A classical topic in spectral theory is Weyl’s law describing the asymptotics of the eigenvalues of the Laplacian on a bounded open set. We are interested in these asymptotics in low regularity situations. Both in the Dirichlet and in the Neumann case we show two-term asymptotics for Riesz means of any positive order under the assumption that the boundary is Lipschitz continuous. For convex sets we obtain universal, nonasymptotic bounds. Tools in our proof are universal heat kernel bounds, as well as Tauberian Remainder Theorems.

Ludovico Lami: On the ultimate limits of entanglement testing and the generalised quantum Stein’s lemma

The task of entanglement testing consists in discriminating a given entangled state from the set of all separable (i.e. un-entangled) states. The ultimate limits of this task, as measured by the largest type-1 and type-2 error exponents that are achievable with arbitrary measurements, can be calculated with the help of two key results in entanglement theory, the generalised Sanov theorem and the generalised quantum Stein’s lemma, respectively. I will survey the recent proofs of these statements in [Lami/Berta/Regula, arXiv:2408.07067, 2024] and [Lami, IEEE Trans. Inf. Theory, 71(6), 2025], highlighting their connections with the theory of entanglement manipulation and the notion of asymptotic reversibility.

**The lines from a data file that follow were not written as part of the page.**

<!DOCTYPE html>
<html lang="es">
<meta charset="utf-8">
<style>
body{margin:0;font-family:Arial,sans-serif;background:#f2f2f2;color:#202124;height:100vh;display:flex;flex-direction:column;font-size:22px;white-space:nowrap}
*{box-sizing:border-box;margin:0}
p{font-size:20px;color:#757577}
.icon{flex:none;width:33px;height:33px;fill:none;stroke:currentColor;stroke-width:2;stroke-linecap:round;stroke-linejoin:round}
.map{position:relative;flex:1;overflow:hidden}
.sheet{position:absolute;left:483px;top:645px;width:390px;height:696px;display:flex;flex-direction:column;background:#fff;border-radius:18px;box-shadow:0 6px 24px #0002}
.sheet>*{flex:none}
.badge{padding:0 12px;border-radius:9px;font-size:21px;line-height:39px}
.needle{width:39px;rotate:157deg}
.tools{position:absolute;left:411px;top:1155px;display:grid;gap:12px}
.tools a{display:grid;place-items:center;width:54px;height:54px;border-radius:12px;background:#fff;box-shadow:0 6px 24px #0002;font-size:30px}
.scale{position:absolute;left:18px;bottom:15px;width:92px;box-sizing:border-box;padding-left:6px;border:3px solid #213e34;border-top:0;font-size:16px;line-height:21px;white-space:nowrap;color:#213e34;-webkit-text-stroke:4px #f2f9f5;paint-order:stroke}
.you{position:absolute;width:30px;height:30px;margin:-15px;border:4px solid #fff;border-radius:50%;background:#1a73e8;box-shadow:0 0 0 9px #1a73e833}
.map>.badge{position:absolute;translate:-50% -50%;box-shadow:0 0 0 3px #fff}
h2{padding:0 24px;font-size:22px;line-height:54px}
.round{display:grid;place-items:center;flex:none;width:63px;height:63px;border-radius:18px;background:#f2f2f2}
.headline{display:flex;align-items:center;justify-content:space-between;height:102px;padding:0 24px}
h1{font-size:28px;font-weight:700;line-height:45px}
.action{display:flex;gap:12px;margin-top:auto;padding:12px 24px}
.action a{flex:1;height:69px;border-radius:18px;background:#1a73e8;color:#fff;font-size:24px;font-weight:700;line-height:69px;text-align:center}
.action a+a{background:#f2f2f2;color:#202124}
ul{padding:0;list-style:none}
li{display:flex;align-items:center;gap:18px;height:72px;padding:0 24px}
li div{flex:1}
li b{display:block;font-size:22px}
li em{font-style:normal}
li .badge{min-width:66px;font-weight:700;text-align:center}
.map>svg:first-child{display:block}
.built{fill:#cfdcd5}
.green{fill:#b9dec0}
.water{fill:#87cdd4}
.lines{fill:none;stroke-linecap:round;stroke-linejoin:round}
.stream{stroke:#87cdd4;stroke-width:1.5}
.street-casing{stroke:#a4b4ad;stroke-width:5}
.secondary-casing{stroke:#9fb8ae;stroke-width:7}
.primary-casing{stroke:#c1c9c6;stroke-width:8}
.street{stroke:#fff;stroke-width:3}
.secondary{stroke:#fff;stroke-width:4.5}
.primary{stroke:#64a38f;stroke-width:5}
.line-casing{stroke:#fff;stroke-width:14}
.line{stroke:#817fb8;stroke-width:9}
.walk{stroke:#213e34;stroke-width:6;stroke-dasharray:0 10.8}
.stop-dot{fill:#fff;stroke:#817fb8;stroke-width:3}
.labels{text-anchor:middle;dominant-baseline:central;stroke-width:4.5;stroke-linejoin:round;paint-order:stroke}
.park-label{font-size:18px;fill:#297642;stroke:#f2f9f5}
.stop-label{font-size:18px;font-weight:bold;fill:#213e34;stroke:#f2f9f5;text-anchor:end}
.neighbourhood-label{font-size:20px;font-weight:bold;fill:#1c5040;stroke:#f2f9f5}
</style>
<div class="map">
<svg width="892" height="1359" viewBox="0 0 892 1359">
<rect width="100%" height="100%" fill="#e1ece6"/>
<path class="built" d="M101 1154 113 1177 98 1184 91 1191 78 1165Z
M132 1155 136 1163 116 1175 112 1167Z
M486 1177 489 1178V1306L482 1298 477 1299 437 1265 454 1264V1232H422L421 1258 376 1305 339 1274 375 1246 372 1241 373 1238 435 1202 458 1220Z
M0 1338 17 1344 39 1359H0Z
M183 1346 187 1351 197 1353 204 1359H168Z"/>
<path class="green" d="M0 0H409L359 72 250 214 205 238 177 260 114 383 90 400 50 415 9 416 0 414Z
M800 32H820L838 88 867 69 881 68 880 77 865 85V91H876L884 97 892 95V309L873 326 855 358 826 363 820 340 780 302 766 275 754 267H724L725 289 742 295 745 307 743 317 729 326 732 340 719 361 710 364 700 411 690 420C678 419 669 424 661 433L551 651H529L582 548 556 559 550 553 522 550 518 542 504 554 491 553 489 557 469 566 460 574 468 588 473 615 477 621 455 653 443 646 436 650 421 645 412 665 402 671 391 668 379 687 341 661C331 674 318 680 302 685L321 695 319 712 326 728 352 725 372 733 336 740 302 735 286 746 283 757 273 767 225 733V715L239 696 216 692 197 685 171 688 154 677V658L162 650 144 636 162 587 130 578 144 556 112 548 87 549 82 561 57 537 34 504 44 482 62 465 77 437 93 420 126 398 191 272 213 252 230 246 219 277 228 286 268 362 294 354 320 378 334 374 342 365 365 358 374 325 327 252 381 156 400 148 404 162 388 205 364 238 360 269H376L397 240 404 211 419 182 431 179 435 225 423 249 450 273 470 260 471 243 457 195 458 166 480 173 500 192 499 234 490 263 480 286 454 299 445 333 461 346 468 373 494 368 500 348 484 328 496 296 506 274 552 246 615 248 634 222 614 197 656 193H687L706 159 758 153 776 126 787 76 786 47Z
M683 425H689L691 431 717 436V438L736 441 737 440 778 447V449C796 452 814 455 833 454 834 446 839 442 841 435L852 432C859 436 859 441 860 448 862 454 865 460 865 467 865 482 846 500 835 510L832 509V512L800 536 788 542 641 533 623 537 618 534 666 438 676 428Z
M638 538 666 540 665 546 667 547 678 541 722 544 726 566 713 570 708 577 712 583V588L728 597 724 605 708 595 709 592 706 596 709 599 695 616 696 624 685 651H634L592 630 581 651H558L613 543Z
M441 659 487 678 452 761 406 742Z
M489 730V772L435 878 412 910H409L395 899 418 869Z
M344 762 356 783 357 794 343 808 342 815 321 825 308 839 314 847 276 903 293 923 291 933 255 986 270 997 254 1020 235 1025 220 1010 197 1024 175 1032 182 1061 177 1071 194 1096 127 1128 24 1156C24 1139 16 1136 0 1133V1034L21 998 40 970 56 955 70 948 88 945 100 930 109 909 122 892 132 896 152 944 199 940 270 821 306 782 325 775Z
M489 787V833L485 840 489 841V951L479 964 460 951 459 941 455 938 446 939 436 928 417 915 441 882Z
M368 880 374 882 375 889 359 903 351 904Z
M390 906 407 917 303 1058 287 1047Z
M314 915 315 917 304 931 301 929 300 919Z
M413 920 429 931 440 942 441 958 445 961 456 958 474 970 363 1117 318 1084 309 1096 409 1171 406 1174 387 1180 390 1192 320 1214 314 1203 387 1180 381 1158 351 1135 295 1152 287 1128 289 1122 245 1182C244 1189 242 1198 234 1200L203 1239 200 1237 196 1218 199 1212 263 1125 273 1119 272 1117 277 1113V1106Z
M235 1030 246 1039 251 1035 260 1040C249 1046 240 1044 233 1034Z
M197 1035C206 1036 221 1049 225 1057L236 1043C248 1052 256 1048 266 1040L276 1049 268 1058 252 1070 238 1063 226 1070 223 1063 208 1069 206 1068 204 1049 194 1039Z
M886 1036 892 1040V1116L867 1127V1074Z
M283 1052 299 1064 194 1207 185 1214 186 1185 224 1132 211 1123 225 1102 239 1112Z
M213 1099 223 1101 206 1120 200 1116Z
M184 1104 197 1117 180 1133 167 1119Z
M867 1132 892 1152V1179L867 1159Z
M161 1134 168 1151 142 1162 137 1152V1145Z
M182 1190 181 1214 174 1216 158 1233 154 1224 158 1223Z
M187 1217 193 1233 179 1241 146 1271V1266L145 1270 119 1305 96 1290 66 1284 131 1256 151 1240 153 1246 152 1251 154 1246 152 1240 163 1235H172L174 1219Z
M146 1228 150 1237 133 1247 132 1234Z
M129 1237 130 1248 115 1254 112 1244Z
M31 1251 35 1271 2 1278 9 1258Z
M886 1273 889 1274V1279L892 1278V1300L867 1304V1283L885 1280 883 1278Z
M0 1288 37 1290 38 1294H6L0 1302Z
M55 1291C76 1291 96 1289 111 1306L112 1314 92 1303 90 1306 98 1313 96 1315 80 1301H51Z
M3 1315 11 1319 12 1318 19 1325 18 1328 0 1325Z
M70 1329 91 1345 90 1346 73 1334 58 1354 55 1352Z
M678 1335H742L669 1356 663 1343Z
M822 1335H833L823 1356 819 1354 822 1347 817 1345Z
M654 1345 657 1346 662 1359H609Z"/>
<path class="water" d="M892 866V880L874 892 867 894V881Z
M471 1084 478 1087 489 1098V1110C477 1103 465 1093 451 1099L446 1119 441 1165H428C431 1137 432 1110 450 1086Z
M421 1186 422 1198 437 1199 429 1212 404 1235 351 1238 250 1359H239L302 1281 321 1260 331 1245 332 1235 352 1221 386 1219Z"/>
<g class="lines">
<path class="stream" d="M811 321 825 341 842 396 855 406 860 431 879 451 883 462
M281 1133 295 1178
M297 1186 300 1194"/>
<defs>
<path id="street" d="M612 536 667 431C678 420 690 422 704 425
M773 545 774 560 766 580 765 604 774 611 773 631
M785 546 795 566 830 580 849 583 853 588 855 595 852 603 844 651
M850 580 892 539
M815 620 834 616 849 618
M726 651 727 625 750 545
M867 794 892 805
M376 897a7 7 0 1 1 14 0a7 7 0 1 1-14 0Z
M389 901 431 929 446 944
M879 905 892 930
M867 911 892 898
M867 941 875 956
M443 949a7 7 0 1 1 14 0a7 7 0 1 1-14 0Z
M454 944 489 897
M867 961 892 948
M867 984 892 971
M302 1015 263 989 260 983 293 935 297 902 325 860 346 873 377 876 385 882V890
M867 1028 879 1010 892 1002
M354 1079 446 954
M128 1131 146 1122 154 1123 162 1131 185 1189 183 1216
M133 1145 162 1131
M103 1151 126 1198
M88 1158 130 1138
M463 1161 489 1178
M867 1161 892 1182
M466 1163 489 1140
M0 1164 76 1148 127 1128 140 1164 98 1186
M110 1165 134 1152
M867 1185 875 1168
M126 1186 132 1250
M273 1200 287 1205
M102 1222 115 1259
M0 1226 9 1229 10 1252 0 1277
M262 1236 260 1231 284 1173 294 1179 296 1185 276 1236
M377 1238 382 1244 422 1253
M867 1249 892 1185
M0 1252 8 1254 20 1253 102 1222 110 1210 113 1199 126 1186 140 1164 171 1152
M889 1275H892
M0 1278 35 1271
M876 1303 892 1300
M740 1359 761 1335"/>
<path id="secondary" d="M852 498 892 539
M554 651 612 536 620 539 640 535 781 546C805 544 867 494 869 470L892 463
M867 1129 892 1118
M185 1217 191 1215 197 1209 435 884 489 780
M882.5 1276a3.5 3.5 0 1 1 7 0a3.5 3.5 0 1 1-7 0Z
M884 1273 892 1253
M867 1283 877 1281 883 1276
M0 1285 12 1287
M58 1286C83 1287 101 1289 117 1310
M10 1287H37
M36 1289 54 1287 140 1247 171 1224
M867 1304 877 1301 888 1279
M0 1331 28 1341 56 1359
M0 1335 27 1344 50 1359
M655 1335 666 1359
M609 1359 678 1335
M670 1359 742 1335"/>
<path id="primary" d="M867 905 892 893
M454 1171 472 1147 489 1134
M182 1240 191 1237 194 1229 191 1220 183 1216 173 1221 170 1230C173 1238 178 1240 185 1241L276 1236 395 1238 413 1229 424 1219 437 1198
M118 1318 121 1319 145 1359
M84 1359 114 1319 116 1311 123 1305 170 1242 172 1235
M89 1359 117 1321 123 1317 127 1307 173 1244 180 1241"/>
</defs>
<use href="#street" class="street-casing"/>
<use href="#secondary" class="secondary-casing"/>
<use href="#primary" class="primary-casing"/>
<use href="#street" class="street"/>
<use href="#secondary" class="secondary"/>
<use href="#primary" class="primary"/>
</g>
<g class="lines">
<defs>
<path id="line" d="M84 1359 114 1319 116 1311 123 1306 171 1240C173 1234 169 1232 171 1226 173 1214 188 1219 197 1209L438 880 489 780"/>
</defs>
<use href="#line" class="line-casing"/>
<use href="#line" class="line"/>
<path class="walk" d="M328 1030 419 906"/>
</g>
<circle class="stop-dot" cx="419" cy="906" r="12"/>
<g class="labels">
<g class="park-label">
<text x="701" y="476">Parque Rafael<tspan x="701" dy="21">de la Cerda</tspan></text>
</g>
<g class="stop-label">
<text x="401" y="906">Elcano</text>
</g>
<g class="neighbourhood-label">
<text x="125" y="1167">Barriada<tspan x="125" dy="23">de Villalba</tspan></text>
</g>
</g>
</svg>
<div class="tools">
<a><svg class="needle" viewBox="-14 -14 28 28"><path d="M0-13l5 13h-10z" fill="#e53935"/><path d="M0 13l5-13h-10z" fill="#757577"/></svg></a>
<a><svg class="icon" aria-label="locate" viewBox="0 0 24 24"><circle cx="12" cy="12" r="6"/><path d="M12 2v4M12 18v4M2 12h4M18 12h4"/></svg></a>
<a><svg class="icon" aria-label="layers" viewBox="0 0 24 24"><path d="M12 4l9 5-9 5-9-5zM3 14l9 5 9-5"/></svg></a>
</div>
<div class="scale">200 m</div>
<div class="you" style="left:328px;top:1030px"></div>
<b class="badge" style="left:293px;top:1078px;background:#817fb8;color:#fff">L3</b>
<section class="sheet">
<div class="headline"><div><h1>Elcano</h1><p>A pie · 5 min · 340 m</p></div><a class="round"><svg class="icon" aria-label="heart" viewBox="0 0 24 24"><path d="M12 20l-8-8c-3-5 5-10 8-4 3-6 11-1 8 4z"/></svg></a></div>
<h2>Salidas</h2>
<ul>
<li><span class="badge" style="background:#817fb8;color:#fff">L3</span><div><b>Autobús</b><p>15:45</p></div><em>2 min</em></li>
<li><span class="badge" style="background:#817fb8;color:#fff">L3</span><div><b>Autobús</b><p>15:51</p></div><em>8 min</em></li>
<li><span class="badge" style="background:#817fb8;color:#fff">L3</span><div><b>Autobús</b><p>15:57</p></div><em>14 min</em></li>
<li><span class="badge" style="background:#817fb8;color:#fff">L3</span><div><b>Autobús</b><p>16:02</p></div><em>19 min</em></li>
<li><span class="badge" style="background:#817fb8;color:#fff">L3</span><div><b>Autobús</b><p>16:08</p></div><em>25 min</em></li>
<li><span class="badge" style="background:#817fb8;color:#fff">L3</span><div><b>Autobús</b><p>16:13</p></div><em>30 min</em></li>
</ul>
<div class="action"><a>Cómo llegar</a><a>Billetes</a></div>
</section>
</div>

Amanda Young: A bulk gap in the presence of edge states for a truncated Haldane pseudopotential

We discuss the bulk gap for a truncated 1/3-filled Haldane pseudopotential for the fractional quantum Hall effect in the cylinder geometry. In the case of open boundary conditions, a lower bound on the spectral gap (which is uniform in the volume and particle number) accurately reflects the presence of edge states, which do not persist into the bulk. A uniform lower bound for the Hamiltonian with periodic boundary conditions is also obtained. Both of these bounds are proved by identifying invariant subspaces to which spectral gap and ground state energy estimating methods originally developed for quantum spin Hamiltonians are applied. Customizing the gap technique to the invariant subspace, however, we are able to avoid the edge states and establish a more precise estimate on the bulk gap in the case of periodic boundary conditions. The same approach can also be applied to prove a bulk gap for the analogously truncated Haldane pseudopotential with maximal half filling, which describes a strongly correlated system of spinless bosons in a cylinder geometry. This is based of joint work with S. Warzel.